With its Marine Debris Monitoring and Assessment Project, the program attempts to characterize the scope of the nation’s marine debris problem and how it changes over time. The program enlists the efforts of citizen scientists around the country, who increase the reach of the program’s resources and provide a persistent presence in coastal communities, monitoring more than 400 sites in 20 states and internationally.

Plastic debris littering the Hawaiian shoreline. Hawaii is located near the center of the North Pacific gyre, where debris tends to concentrate.

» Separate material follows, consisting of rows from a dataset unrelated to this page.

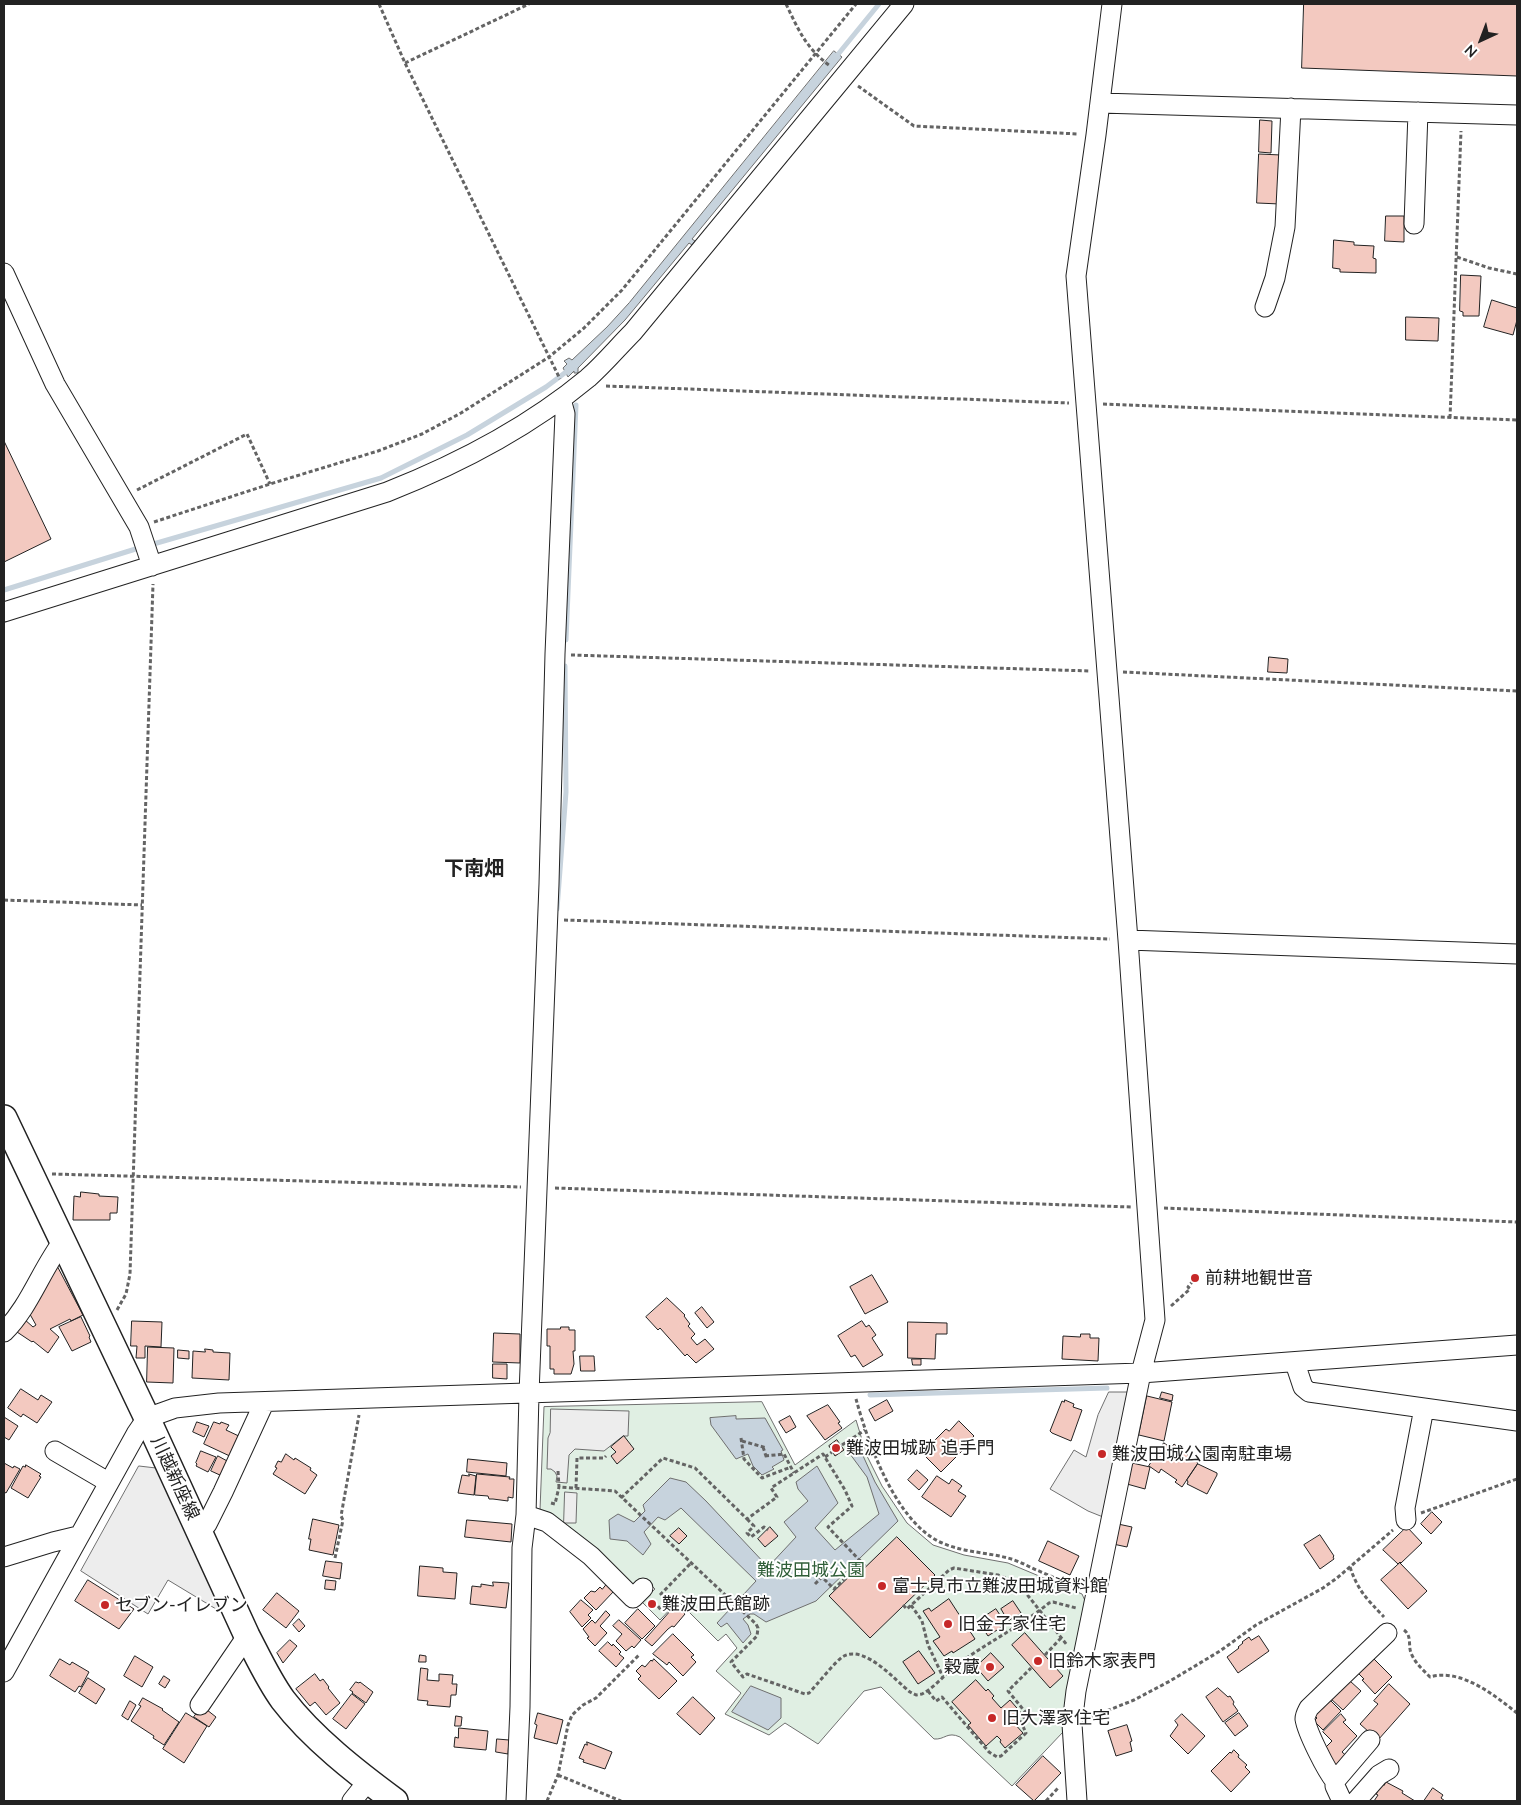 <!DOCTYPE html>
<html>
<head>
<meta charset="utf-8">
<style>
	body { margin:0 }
	#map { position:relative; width:1521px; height:1805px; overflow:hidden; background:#fff; font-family:Lato,sans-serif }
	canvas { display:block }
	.frame { position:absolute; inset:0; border:5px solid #222; pointer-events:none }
	.north { position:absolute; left:1456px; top:15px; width:50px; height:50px; -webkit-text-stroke:4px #fff; paint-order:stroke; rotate:223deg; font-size:14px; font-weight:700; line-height:20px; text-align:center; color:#222 }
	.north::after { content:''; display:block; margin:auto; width:18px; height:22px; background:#222; clip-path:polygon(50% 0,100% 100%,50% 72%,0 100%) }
</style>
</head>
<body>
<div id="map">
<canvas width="1521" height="1805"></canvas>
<div class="frame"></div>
<div class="north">N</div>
</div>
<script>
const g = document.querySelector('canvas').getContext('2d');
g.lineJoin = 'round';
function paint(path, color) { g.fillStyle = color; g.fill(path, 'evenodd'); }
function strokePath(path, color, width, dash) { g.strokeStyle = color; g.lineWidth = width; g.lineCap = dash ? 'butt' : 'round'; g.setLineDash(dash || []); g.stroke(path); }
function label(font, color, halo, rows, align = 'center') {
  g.font = font + ' Lato,"Noto Sans JP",sans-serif'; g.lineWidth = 4; g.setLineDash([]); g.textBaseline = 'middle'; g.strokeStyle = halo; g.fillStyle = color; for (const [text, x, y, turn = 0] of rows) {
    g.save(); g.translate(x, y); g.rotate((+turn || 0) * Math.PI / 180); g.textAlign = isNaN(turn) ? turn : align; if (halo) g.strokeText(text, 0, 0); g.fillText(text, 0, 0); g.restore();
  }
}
const green = new Path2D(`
	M762 1402 795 1465 856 1420 867 1456 882 1486 907 1523 933 1545 964 1555 1008 1563 1082 1594 1086 1603 1065 1707 1063 1732 1012 1786 960 1737C947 1731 945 1740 934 1739L881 1687 864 1691 818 1744 785 1723 769 1735 725 1714 741 1693 716 1671 737 1648 726 1634 718 1641 678 1601 660 1620 642 1602 655 1589 644 1578 637 1585H629L540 1510 544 1407Z`);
paint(green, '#e0efe3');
strokePath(green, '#6f6f6f', 1);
const parking = new Path2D(`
	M1109 1392H1130L1103 1517 1088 1511 1050 1489 1074 1450 1086 1457 1098 1415Z
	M551 1409 629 1411 628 1436H623L604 1451 575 1449 569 1455 567 1483 556 1482 557 1476 555 1472 551 1469H547L548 1438 550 1433Z
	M139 1466 156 1468 223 1609 221 1612 168 1580 148 1614 81 1571Z
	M565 1492 577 1493 576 1523H564Z`);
paint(parking, '#ededed');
strokePath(parking, '#6f6f6f', 1);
const water = new Path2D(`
	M834 51 842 57 692 239 695 241 692 245 689 243 625 320 578 368V373H574V371L568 377 563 368 567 364 564 361 569 358 572 360 607 327 629 303Z
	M736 1416V1419L765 1418 783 1450 781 1451 784 1460 772 1467 774 1469 762 1475 753 1466 748 1454 736 1459 711 1425 710 1418Z
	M859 1447 875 1482 898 1521 816 1601 766 1622 754 1614H750L743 1619 748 1625 751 1634 743 1643 727 1623 721 1627 717 1623 756 1581 681 1508 665 1520 658 1517 644 1532 651 1544 643 1555 627 1541 610 1539 609 1520 618 1514 634 1522 645 1511 643 1505 670 1478 686 1482 706 1501 768 1567 796 1537 784 1522 808 1501 798 1489 796 1482 817 1466 838 1503 815 1528 835 1550 879 1514 867 1477 850 1454Z
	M751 1686 781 1698V1718L768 1730 732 1712Z`);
paint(water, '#c7d3dd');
strokePath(water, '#6f6f6f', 1);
strokePath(new Path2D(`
	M835 58 879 4
	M150 545 381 478 467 435 546 387 570 369
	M4 590 142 547
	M566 640 576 405
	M557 909 566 792 565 666
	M870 1395 1107 1388`), '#c7d3dd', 5);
const building = new Path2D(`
	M1304 4H1517V76L1302 68Z
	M1260 120 1272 121 1271 153 1259 152Z
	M1259 154 1281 155 1280 204 1257 203Z
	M1386 216H1404V242L1385 241Z
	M1334 240 1354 242V245L1374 246 1373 258 1376 259V273L1340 272V269L1333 268Z
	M1461 275 1481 276 1479 316H1463V312L1460 311Z
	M1492 300 1517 308V320L1513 335 1484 327Z
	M1406 317 1439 318 1438 341 1406 340Z
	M4 441 51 539 4 562Z
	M1269 657 1288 659 1287 673 1268 672Z
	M81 1192 99 1194V1196L118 1197 117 1213H110V1220H73L74 1196 80 1197Z
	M55 1262 83 1315 71 1321 70 1319 50 1329 59 1337 48 1353 33 1341 32 1342 14 1330 24 1319 33 1327 36 1325 27 1309Z
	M872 1275 888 1302 865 1314 850 1287Z
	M667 1298 685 1315 684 1316 690 1324 688 1326 695 1334 691 1338 697 1345 705 1339 714 1349 696 1363 687 1354 685 1356 660 1328 658 1330 646 1317Z
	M702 1307 714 1322 707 1328 695 1313Z
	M81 1317 90 1336 89 1337 91 1342 72 1351 59 1327Z
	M132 1321 162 1322 161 1347 145 1346V1358H136L137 1346H131Z
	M862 1321 866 1327 869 1325 876 1335 872 1338 883 1355 863 1367 855 1355 851 1357 838 1336Z
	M908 1322 947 1323V1334H936L935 1359 908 1358Z
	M561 1327H569V1330H575V1351H573L574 1364 571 1374H554V1369H550V1346H547V1329H560Z
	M494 1333 520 1334V1363L493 1362Z
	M1081 1334H1090V1338H1099L1098 1361 1062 1359 1063 1336 1080 1337Z
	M148 1347 174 1348 173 1383 147 1382Z
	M205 1349 213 1350V1352L230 1353 229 1380 192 1378 193 1351 205 1352Z
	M178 1350 189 1351V1359L178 1358Z
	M580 1356H594L595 1371H581Z
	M912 1359H921V1365H913Z
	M493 1364H507V1379L493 1378Z
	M21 1389 38 1400 41 1395 52 1402 37 1423 23 1414 21 1417 8 1408Z
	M1162 1392 1173 1395 1172 1401 1160 1398Z
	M1147 1396 1172 1402 1164 1441 1139 1435Z
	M887 1400 893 1411 875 1421 869 1410Z
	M1065 1400 1074 1404 1073 1407 1082 1410 1071 1441 1052 1433 1050 1431 1062 1401 1064 1402Z
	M828 1405 840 1422 838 1423 842 1428 825 1440 807 1416Z
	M790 1416 796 1427 786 1433 779 1422Z
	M4 1417 18 1426 9 1440 4 1437Z
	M959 1421 974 1436 964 1446 965 1448 941 1472 922 1453 946 1429 949 1431Z
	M197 1422 209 1426 204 1437 193 1432Z
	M214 1422 220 1424 221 1422 229 1425 226 1430 243 1438 234 1458 204 1444Z
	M624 1436 634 1449 617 1464 611 1456 616 1452 611 1447Z
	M837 1440 844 1450 835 1456 829 1446Z
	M1164 1443 1171 1448 1174 1444 1198 1463 1182 1487 1175 1482 1177 1480 1161 1469 1159 1473 1149 1466Z
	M201 1451 216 1457 208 1472 196 1466 197 1464 196 1463Z
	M286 1454 294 1460 295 1458 311 1468 310 1470 317 1475 305 1494 273 1474 277 1468 275 1467 278 1461 281 1462Z
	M218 1456 229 1462 222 1476 211 1471Z
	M468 1459 507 1463 506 1476 467 1472Z
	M4 1463 13 1468 14 1466 20 1469 6 1493 4 1492Z
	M1132 1463 1150 1467 1145 1489 1127 1484Z
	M1198 1464 1217 1473V1475L1207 1494 1187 1484 1188 1482 1187 1480Z
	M26 1465 41 1474 39 1476 41 1477 28 1498 11 1488 23 1466 25 1467Z
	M917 1470 928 1480 919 1490 908 1480Z
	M469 1474 476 1476 474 1495 458 1493 462 1475 469 1476Z
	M477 1474 510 1477 509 1479H514L513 1498 508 1497V1501L493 1499H489L488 1496 475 1495Z
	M937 1476 949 1484 952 1479 962 1486 958 1491 966 1496 951 1517 922 1497Z
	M1432 1512 1442 1522 1431 1534 1421 1524Z
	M313 1519 339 1525 333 1555 309 1550 311 1539H309Z
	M467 1520 512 1524 511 1542 465 1537Z
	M1118 1524 1132 1527 1127 1547 1113 1544Z
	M770 1527 778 1536 765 1547 758 1539Z
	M1407 1527 1422 1543 1401 1563 1400 1562 1398 1564 1383 1550Z
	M679 1528 687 1536 679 1544 670 1536Z
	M1320 1535 1334 1556 1333 1557 1334 1559 1320 1569 1304 1545Z
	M897 1537 935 1575 870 1638 829 1596 861 1565 864 1568Z
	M1048 1541 1079 1556 1070 1575 1039 1561Z
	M326 1561 342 1563 340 1579 323 1576Z
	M1400 1563 1427 1591 1408 1609 1381 1580Z
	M420 1566 443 1568V1572L457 1573 455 1599 418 1596Z
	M88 1580 134 1609 119 1629 75 1601Z
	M326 1580 336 1581 335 1590 325 1589Z
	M493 1582 509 1583 506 1608 470 1604 472 1586 481 1587V1584L493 1586Z
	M607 1584 614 1591 596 1610 584 1598 591 1591 595 1592 600 1587 602 1589Z
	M277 1593 299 1611 286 1628 263 1610Z
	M949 1599 975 1639 953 1653 952 1651 944 1656 933 1641 940 1637 923 1611 929 1608 931 1611Z
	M581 1600 593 1610 588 1615 591 1618 582 1627 570 1612Z
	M1013 1601 1021 1613 1008 1621 1001 1609Z
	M676 1605 685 1614 674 1627 672 1626 668 1629 652 1646 645 1640Z
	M638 1609 655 1626 642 1639 625 1623Z
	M996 1609 1006 1624 988 1636 978 1621Z
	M606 1611 610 1615 600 1626 607 1633 595 1646 587 1638 589 1637 583 1629 592 1620 595 1623Z
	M299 1619 305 1626 299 1632 293 1625Z
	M619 1620 641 1640 634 1648 632 1646 626 1651 616 1641 622 1634 613 1626Z
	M1025 1633 1063 1676 1050 1688 1012 1645Z
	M673 1634 694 1655 691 1657 696 1662 683 1676 669 1662 667 1665 653 1654Z
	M1259 1636 1269 1651 1238 1673 1227 1657 1239 1648 1238 1647 1243 1643 1242 1642 1249 1637 1251 1640Z
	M290 1640 297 1646 283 1663 277 1653Z
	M608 1642 612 1646 613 1644 621 1652 619 1654 624 1658 616 1667 599 1651Z
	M919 1651 935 1673 918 1684 903 1662Z
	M991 1653 1004 1667 988 1681 976 1667Z
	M420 1655 426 1656V1662H419Z
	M135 1656 153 1667 142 1687 124 1676Z
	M1371 1656 1392 1677 1375 1694 1362 1680 1364 1679 1356 1671Z
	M60 1659 70 1665 72 1662 89 1672 81 1687 79 1686 75 1692 50 1676Z
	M654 1659 677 1681 659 1699 638 1679 641 1676 636 1671 642 1665 645 1667 651 1660 652 1661Z
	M421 1668 428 1669 427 1680 439 1681V1674L453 1675 452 1684H457L456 1695H451L450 1707 427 1705 428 1701 418 1700Z
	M315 1674 320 1681 323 1679 329 1687 328 1688 340 1703 326 1715 315 1702 310 1706 296 1689Z
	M164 1676 170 1680 165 1688 159 1684Z
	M88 1678 105 1689 96 1704 79 1693Z
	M976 1680 986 1691 988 1689 994 1696 992 1698 1001 1708 1010 1700 1022 1714 1013 1722 1023 1733 1005 1748 1000 1742 1001 1740 997 1736 986 1746 968 1725 971 1723 952 1702Z
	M1350 1681 1361 1691 1343 1710 1330 1698Z
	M356 1682 359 1683 360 1682 373 1692 366 1703 352 1693 353 1692 350 1690Z
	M1389 1684 1410 1704 1378 1740 1360 1724 1378 1704 1374 1701Z
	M1218 1688 1228 1697 1230 1696 1234 1702 1233 1704 1238 1711 1223 1722 1206 1697Z
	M352 1694 365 1704 346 1729 333 1719Z
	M693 1697 715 1718 700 1735 677 1714Z
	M143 1698 163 1709 162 1710 179 1722 164 1745 153 1738 154 1736 131 1721 141 1706 139 1705Z
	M1329 1699 1341 1711 1323 1730 1314 1721 1317 1718 1314 1715Z
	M130 1701 136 1705 128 1720 122 1716Z
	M202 1706 216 1717 209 1727 194 1717Z
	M186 1713 207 1726 184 1763 163 1749Z
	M538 1713 563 1720 557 1744 534 1738 537 1725 535 1724Z
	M1239 1713 1248 1726 1235 1736 1225 1723Z
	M1182 1714 1205 1736 1188 1754 1170 1736 1178 1725 1175 1721Z
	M1341 1714 1346 1720 1343 1722 1357 1736 1342 1752 1349 1758 1337 1770 1323 1750 1332 1741 1323 1732Z
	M456 1716 462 1717 461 1726H455Z
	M1127 1725 1132 1741 1130 1742 1132 1751 1116 1756 1108 1731Z
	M459 1728 488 1731 486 1750 454 1747 455 1737 458 1738Z
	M497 1739 509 1740 508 1754 496 1752Z
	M587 1742 612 1752 605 1769 583 1762 584 1760 579 1758 585 1744 587 1745Z
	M1234 1750 1239 1755 1238 1757 1247 1765 1245 1767 1250 1772 1231 1792 1211 1771 1230 1752 1231 1753Z
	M1043 1756 1061 1773 1034 1801 1016 1785Z
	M1386 1782 1403 1791 1402 1793 1415 1801H1374L1378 1795 1376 1794 1382 1784 1384 1785Z
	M1433 1788 1443 1795 1441 1798 1445 1801H1424Z`);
paint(building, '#f3c9c0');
strokePath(building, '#222', 1);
const minor = new Path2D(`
	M1100 103 1517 115
	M1414 224 1418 112
	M4 273 55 384 139 527 152 566
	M1265 307 1275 278 1285 227 1291 108
	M4 612 387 492C458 464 529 427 588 378 604 364 618 347 633 332L904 4
	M1128 940 1517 954
	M4 1332C30 1306 41 1270 63 1241
	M1295 1363 1303 1387 1309 1392 1517 1421
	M55 1451 108 1482
	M526 1515 547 1522 591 1556 633 1598 643 1588
	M1406 1520 1405 1508 1424 1408
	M199 1531 207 1524 223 1492 264 1403
	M4 1557 53 1542 78 1536
	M4 1672 136 1434 147 1418 175 1408 219 1403 1141 1373 1517 1345
	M200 1705 247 1636
	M1335 1781C1326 1770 1307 1732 1305 1719 1305 1715 1307 1712 1309 1708L1387 1633
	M352 1801 368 1781
	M516 1801 520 1707 522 1548 526 1515 529 1394 549 884 555 654 565 414 561 399
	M1077 1801 1072 1724 1076 1691 1141 1373 1155 1320 1128 940 1076 276 1096 135 1112 4
	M1342 1801 1335 1786V1781L1370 1740
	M1356 1801 1379 1775 1389 1769`);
const major = new Path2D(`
	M4 1118 147 1418 247 1636C258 1657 269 1681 283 1700 312 1738 357 1773 395 1801`);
strokePath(minor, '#222', 21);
strokePath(major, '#222', 28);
strokePath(new Path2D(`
	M379 4 405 63 560 379
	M786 4C799 31 806 48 830 66
	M405 63 529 4
	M858 86 914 126 1078 134
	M1457 257 1489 268 1517 274
	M606 386 1069 403
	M1103 404 1517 420
	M1450 418 1461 131
	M137 490 247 434 270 484
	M154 522 270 484 378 451 422 434 461 413 549 357 584 328 622 290 856 4
	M571 655 1090 671
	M1123 672 1517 691
	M4 900 142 905
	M564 920 1110 939
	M52 1174 521 1187
	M555 1188 1131 1207
	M1164 1208 1517 1222
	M1171 1306 1190 1289 1188 1287 1192 1282
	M117 1310 126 1294 130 1274 153 584
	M856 1399C868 1443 895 1519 938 1541 959 1552 985 1552 1008 1558 1016 1560 1024 1564 1032 1568 1048 1575 1064 1582 1081 1589
	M741 1438 744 1459 762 1478 791 1467
	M742 1441 767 1448
	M842 1445 865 1430
	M763 1447 767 1459
	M765 1456 784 1454 794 1473
	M825 1457 832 1452
	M558 1471 559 1487 615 1491 756 1624 758 1628 757 1636 731 1662 743 1677 747 1674 805 1694 809 1693C817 1685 836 1660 844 1656 865 1645 895 1680 910 1692L916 1695 922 1694C937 1686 947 1671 961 1662 990 1641 1021 1626 1049 1603L1053 1602 1076 1608
	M576 1488 577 1458H604L606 1456
	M621 1498 663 1458 695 1468 747 1519 777 1497 771 1488 823 1454 845 1490 852 1506 828 1527 866 1567
	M551 1503 555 1504 559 1487
	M1421 1513 1517 1479
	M747 1519 754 1526 747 1533 751 1537 764 1527 768 1530
	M335 1558 343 1520 341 1516 359 1415
	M1350 1567C1358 1591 1367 1599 1384 1617
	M815 1584 822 1577 834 1589 862 1562
	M660 1595 691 1563
	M654 1601 661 1610
	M903 1605 907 1609 949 1570 954 1568 998 1575 1018 1583 1067 1645
	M911 1605 922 1621 928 1645 943 1677
	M1404 1630C1412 1636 1408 1645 1411 1653 1415 1663 1423 1670 1430 1677 1461 1668 1494 1695 1517 1713
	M1045 1655 1061 1638
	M928 1691 936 1701 942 1697 989 1752 997 1757 1001 1756 1026 1733 1021 1722 1027 1714 1008 1691 1031 1668
	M1089 1718 1134 1700 1170 1681 1220 1651 1256 1625 1323 1588 1337 1578 1393 1530
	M558 1775 621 1801
	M547 1801 558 1775 568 1725 572 1715 583 1705 596 1698 639 1655
	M1046 1801 1059 1787`), '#646464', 3, [4, 2.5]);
strokePath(minor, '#fff', 19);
strokePath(major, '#fff', 25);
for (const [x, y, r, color] of [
	[1195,1278,5,"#c62828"],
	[836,1448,5,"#c62828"],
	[1102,1454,5,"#c62828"],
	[882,1586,5,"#c62828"],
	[652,1604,5,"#c62828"],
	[105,1605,5,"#c62828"],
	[948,1624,5,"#c62828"],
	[1038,1661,5,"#c62828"],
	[990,1667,5,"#c62828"],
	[992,1718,5,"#c62828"]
]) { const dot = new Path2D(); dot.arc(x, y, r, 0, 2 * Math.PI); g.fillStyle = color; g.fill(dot); strokePath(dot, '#fff', 2); }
label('18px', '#222', '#fff', [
	["前耕地観世音",1205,1278],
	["難波田城跡 追手門",846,1448],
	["難波田城公園南駐車場",1112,1454],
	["富士見市立難波田城資料館",892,1586],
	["難波田氏館跡",662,1604],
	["セブン-イレブン",115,1605],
	["旧金子家住宅",958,1624],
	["旧鈴木家表門",1048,1661],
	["穀蔵",980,1667,"right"],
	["旧大澤家住宅",1002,1718]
], 'left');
label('18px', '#222', '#fff', [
	["川越新座線",175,1478,65]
]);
label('18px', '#2f5e38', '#fff', [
	["難波田城公園",811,1570]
]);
label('bold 20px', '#222', '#fff', [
	["下南畑",474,869]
]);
</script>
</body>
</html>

Marine Debris Program activities are informed by a vigorous research program. “We have a few different aspects of our research program,” said Wallace. “The first is really trying to understand what the impacts of marine debris are.” The program is supporting investigations into the effects of microplastics on the growth and physiology of commercially valuable seafood species, such as black sea bass, blue crab larvae, and steelhead trout. Another research focus is on pathways – how debris ends up on beaches and in the water. “We are interested in learning more about how marine debris travels to our oceans so that we can work upstream to stop it,” Wallace said. “The information we learn from the research we support helps us identify ways to prevent marine debris, and helps to improve the environment and the economy in these areas.”